(Saved entries)
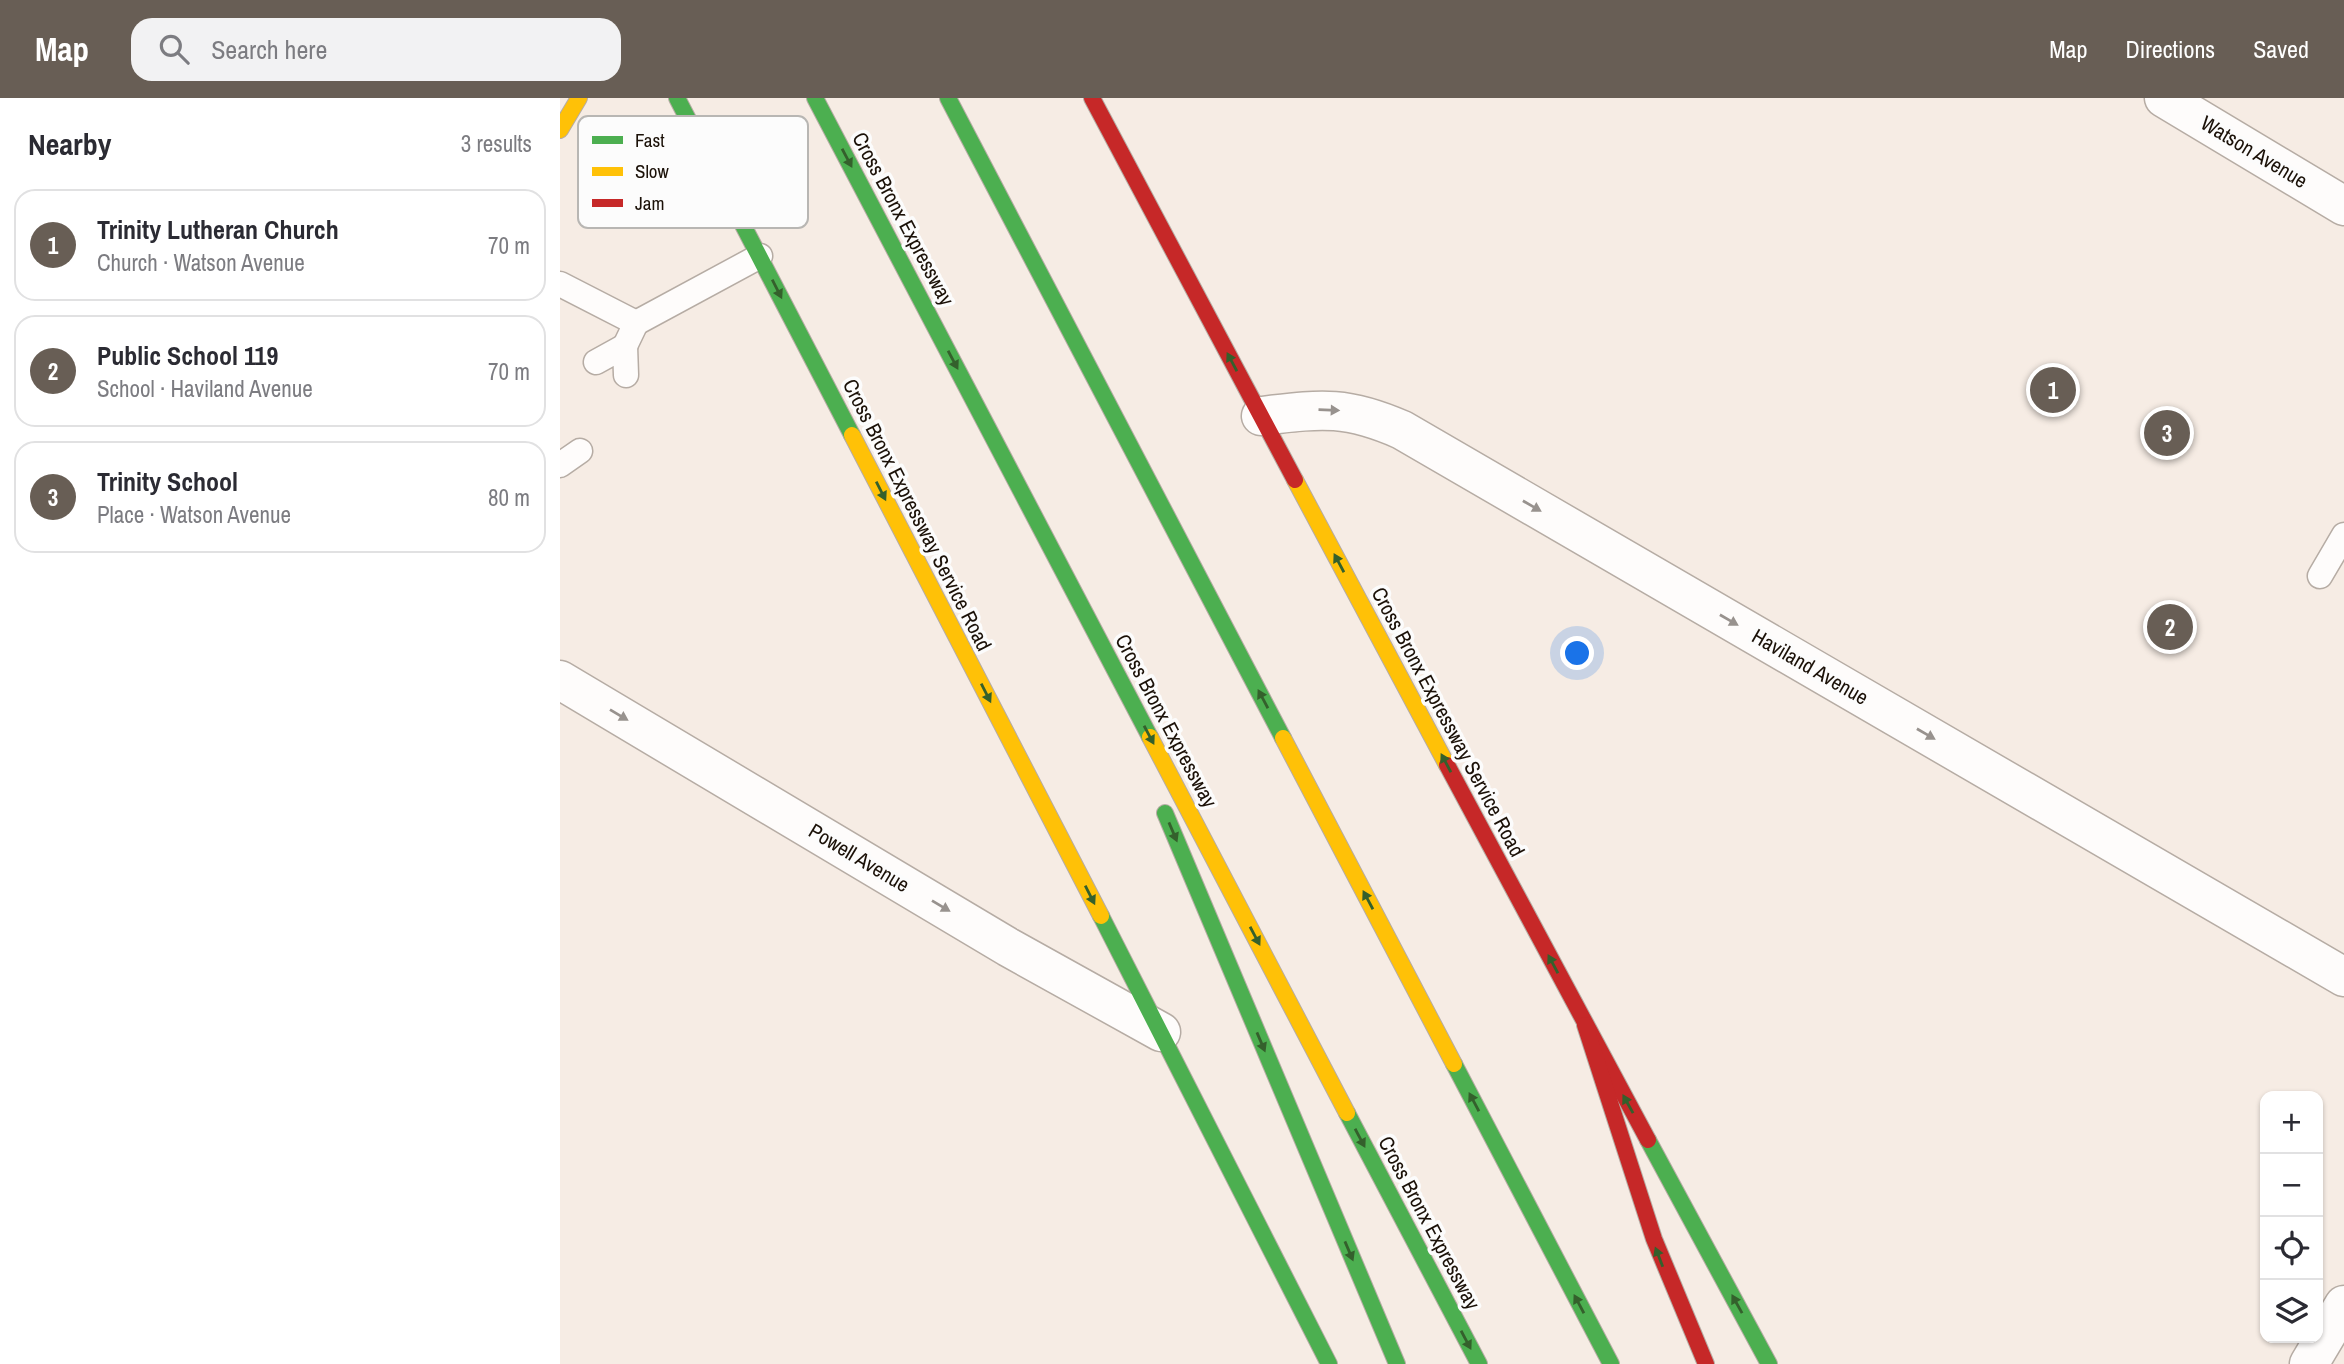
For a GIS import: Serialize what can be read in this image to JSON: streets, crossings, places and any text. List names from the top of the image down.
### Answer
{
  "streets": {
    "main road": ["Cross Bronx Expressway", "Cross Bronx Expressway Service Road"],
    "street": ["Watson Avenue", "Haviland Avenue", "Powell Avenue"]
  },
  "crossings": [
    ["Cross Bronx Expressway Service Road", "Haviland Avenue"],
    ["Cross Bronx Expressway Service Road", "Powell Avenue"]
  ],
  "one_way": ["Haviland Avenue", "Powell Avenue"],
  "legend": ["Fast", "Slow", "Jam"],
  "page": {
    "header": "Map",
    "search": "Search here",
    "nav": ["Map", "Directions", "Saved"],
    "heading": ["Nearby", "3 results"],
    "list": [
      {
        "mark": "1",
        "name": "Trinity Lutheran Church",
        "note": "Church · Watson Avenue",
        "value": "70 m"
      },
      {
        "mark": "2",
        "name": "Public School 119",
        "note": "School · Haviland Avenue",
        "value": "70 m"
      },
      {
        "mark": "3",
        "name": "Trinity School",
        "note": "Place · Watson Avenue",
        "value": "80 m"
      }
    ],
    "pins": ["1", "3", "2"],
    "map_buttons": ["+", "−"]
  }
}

Work to be completed:
Filter the preceding entries down to the lines with "Road".

Exercise output:
    "main road": ["Cross Bronx Expressway", "Cross Bronx Expressway Service Road"],
    ["Cross Bronx Expressway Service Road", "Haviland Avenue"],
    ["Cross Bronx Expressway Service Road", "Powell Avenue"]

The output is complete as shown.